VAL DE REUIL, France — Engineers at prime contractor Astrium Space Transportation and at the European Space Agency (ESA) are working double and even triple shifts to complete work on Europe’s Automated Transfer Vehicle (ATV) in time for a mid-2007 launch. But ATV’s launch aboard an Ariane 5 rocket, now scheduled for July, depends on so many factors both within and beyond the control of project managers that forecasting a launch date remains difficult, they said.

The billion-dollar ATV, which is designed to carry cargo, water and fuel to the international space station, is generally viewed as the most complex space program undertaken in Europe since the development of the Ariane 5 launch vehicle.

Launched aboard a specially designed Ariane 5 and placed into low Earth orbit by an Ariane 5 EPS upper stage that has never performed this kind of work, the 20,000-kilogram ATV is designed to use U.S. GPS satellite guidance to rendezvous with the space station.

From a distance of about 300 meters, it will switch from GPS to optical sensors for its final approach. It must be capable of stopping on command, withdrawing to its previous position and then advancing slowly toward the station. Most of its functions have double backup, meaning the ATV’s operations can withstand two failures of any of its major systems and still perform.

The first ATV, called Jules Verne, has completed assembly and electrical and acoustic testing at ESA’s Estec technology center in Noordwijk, Netherlands. Thermal-vacuum testing began the week of Nov. 13 and is scheduled to continue until early December, ESA ATV Program Manager John Ellwood said.

A final system-validation test is scheduled to occur in February, including a review of the Functional Simulation Facility that simulates all phases of ATV’s mission. Located at Astrium’s site in Les Mureaux, France, this facility has been the source of most of ATV’s problems over the past year.

Nicolas Chamussy, ATV program manager at Astrium, said the ATV flight simulation software is 10 times more complicated than the flight software that controls an Ariane 5 rocket at launch in terms of the lines of computer coding needed.

At a Nov. 10 briefing here at an ATV test facility, Chamussy said the Astrium ATV team is cautiously optimistic that its simulator has been debugged and will be ready for a mid-2007 launch.

ATV managers recently completed a series of tests of an ATV’s approach to the station here at a naval- and missile-test range owned by the French arms procurement agency, DGA. Inside a 600-meter-long building normally used to test ship designs, a mockup of the docking module of the station was erected aboard a mobile platform and then moved toward optical sensors like those aboard ATV.

Stein Strandmoe, ATV guidance and navigation test manager, said the facility is unique in Europe and, as far as he knows, the biggest in the world. He said ESA had considered erecting an ATV test facility on a river, at an airport or on a rail track before discovering the DGA site here. Strandmoe said the simulated approaches have been successfully completed.

But ATV’s launch schedule depends on more than Astrium’s or ESA’s test schedule.

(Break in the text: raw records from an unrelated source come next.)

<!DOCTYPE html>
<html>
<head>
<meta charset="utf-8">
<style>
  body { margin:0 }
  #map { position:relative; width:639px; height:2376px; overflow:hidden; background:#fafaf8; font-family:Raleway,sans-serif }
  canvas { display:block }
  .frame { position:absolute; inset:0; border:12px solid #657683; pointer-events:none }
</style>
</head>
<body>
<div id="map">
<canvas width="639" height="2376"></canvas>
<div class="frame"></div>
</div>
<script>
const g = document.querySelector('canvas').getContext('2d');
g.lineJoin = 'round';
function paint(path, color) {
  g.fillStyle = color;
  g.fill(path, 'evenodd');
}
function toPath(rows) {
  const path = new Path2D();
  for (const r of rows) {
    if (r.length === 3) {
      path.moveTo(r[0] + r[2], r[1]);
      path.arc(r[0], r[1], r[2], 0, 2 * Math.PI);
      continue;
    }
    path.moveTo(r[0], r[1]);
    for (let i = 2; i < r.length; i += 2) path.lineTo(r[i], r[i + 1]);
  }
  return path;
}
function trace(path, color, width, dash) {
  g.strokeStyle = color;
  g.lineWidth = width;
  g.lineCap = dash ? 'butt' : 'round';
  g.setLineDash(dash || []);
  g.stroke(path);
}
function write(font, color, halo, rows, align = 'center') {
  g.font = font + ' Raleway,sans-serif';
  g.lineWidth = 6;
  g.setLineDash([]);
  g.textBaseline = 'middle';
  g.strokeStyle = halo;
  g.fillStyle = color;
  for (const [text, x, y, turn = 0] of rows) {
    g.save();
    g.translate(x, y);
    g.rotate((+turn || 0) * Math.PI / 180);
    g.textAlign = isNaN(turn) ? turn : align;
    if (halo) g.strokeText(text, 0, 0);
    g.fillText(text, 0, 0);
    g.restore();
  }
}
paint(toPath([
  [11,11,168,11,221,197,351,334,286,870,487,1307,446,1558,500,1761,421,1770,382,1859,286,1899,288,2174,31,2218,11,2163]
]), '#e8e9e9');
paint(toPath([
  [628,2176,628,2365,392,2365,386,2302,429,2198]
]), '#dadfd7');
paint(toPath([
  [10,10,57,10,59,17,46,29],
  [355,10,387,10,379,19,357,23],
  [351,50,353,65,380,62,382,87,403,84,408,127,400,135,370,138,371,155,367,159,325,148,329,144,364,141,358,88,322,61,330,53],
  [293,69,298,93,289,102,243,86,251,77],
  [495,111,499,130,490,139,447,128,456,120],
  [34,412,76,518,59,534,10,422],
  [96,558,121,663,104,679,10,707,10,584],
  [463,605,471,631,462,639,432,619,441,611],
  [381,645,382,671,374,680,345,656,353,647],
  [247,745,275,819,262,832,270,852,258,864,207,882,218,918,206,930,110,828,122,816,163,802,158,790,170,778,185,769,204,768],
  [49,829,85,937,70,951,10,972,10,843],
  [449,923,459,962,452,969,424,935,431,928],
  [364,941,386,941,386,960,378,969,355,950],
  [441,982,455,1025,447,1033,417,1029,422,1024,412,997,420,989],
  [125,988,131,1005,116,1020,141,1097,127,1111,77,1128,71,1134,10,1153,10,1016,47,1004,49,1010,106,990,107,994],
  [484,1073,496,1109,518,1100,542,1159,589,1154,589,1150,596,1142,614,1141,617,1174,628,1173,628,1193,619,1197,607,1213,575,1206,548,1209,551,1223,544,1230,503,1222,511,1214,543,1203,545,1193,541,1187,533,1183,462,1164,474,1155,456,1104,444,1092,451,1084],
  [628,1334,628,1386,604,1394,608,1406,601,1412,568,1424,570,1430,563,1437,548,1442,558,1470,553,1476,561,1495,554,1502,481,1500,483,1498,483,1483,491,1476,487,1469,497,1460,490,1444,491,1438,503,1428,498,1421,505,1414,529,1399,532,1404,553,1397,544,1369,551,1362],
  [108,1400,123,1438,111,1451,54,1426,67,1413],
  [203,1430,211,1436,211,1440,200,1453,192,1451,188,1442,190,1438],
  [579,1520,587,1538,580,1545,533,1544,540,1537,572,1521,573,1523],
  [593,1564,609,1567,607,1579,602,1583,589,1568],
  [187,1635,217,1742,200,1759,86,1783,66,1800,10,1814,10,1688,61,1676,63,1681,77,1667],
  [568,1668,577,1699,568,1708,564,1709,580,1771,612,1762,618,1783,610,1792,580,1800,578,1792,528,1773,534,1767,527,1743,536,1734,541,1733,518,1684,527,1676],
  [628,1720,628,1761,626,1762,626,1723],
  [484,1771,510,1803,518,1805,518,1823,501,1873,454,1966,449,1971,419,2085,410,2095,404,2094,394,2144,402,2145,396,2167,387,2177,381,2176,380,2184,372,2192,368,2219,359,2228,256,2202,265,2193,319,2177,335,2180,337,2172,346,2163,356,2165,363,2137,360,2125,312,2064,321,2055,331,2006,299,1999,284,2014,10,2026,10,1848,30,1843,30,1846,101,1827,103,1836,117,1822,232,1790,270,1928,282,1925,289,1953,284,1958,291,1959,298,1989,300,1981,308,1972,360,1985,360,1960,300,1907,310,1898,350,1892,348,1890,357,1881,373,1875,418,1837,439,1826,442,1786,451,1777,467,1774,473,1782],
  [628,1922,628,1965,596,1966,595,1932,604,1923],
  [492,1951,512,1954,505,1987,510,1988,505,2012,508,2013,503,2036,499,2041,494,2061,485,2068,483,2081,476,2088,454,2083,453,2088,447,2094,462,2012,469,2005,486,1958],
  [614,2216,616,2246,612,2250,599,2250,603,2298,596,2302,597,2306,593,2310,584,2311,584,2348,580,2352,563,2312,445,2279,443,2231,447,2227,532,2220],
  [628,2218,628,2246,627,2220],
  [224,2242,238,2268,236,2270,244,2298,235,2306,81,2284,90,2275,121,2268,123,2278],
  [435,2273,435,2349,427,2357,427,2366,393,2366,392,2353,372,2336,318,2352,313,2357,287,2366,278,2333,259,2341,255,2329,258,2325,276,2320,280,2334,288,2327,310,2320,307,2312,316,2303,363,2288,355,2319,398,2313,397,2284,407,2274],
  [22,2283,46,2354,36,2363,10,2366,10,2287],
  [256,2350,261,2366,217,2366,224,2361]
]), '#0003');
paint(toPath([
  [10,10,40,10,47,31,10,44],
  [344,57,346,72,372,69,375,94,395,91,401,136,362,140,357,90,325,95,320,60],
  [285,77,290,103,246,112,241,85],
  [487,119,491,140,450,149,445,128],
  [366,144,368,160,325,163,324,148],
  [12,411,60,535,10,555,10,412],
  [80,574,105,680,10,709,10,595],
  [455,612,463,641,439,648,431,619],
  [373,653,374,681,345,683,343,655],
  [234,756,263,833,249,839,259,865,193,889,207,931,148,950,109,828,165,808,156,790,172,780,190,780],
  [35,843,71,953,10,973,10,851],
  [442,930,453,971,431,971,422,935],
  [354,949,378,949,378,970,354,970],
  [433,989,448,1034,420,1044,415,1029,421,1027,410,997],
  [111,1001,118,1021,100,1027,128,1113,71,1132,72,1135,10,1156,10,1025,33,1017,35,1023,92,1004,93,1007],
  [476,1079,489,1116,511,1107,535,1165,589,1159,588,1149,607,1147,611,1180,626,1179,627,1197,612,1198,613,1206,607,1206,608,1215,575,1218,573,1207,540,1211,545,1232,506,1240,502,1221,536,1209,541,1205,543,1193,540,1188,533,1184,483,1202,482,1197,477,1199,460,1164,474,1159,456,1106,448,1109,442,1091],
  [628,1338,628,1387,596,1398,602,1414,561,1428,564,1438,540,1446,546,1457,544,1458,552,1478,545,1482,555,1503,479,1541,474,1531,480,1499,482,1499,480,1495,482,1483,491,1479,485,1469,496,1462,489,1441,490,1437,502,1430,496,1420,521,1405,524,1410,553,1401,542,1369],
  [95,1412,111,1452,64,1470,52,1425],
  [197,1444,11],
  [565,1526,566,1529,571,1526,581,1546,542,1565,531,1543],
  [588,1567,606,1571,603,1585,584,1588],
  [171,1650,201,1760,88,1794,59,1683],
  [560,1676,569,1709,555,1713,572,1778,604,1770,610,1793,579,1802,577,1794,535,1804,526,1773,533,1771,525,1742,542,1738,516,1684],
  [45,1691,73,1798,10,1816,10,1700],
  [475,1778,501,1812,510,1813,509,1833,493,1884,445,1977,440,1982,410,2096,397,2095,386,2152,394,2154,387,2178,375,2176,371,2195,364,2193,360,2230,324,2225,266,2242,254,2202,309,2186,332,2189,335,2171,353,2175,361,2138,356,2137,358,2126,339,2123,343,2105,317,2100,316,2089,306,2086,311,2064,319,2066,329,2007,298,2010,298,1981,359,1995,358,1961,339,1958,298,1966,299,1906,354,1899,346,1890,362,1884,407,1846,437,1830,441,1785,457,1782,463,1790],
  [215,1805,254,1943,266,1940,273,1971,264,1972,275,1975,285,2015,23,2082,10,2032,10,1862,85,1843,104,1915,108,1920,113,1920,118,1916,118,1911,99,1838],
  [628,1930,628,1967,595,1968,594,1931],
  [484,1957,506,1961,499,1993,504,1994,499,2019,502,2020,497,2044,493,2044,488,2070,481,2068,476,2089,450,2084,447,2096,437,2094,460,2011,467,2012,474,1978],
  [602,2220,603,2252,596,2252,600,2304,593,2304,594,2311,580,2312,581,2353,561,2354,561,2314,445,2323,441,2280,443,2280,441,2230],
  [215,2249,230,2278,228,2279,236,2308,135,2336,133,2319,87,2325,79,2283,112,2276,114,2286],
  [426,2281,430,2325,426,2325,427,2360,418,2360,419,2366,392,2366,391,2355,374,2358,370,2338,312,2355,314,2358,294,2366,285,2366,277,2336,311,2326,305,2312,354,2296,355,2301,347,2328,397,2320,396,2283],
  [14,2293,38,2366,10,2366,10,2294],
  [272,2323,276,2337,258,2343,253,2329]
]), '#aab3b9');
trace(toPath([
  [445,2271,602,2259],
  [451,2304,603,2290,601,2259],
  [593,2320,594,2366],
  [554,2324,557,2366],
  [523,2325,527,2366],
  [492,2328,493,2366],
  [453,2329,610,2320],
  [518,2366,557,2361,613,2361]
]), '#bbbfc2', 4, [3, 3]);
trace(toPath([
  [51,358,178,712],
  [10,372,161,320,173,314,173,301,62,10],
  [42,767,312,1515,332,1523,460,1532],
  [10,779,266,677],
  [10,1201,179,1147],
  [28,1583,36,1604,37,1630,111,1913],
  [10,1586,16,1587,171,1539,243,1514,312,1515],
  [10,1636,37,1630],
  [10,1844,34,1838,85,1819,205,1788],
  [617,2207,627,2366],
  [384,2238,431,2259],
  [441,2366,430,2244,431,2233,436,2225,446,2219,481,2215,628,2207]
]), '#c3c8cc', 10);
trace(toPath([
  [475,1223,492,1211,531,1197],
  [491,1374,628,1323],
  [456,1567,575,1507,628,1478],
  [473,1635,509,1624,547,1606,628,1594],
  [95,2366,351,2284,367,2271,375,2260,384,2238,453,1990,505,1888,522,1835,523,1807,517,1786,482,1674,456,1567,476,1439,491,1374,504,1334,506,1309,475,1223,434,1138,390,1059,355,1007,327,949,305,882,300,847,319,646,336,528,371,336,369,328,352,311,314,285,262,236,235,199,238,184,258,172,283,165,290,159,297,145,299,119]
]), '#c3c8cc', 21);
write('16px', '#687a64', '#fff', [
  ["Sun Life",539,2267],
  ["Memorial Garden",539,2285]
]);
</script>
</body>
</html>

ATV’s arrival at the station also depends on NASA’s shuttle flight schedule, Russia’s schedule of flights of manned Soyuz and unmanned Progress resupply spacecraft — and even the position of the sun relative to the ATV and the station at the time of docking.

To avoid perturbing the optical sensors, the sun must not be behind the station, or behind the ATV, as it prepares for final approach.

“There are a lot of variables,” Ellwood said Nov. 10. “What I can say today is that I believe we will be ready for a July launch. But system tests must still be completed, and no one has actually tested something quite as complicated as this.”

Ellwood said he is discussing ATV’s schedule on a weekly basis with the Arianespace launch consortium, which is responsible for assuring that ATV is fitted into a 2007 schedule that is already booked solid.

Arianespace Chief Executive Jean-Yves Le Gall said Nov. 13 that the company is confident that even ESA’s traditionally long pre-launch activities at the Guiana Space Center spaceport can be accommodated without disturbing Arianespace’s other launches.

“I don’t want to be in a situation where any of our other launch campaigns are blocked by ATV,” Le Gall said in an interview. “We are still working out the details with ESA, but as of now it does not appear that we will have trouble accommodating ATV and at the same time conducting our other launches.”

Arianespace missed its target of six Ariane 5 launches in 2006; a fifth is scheduled for early December. Le Gall said that in 2007 the company plans six Ariane 5 campaigns, plus the ATV flight.

Peter B. de Selding was the Paris bureau chief for SpaceNews.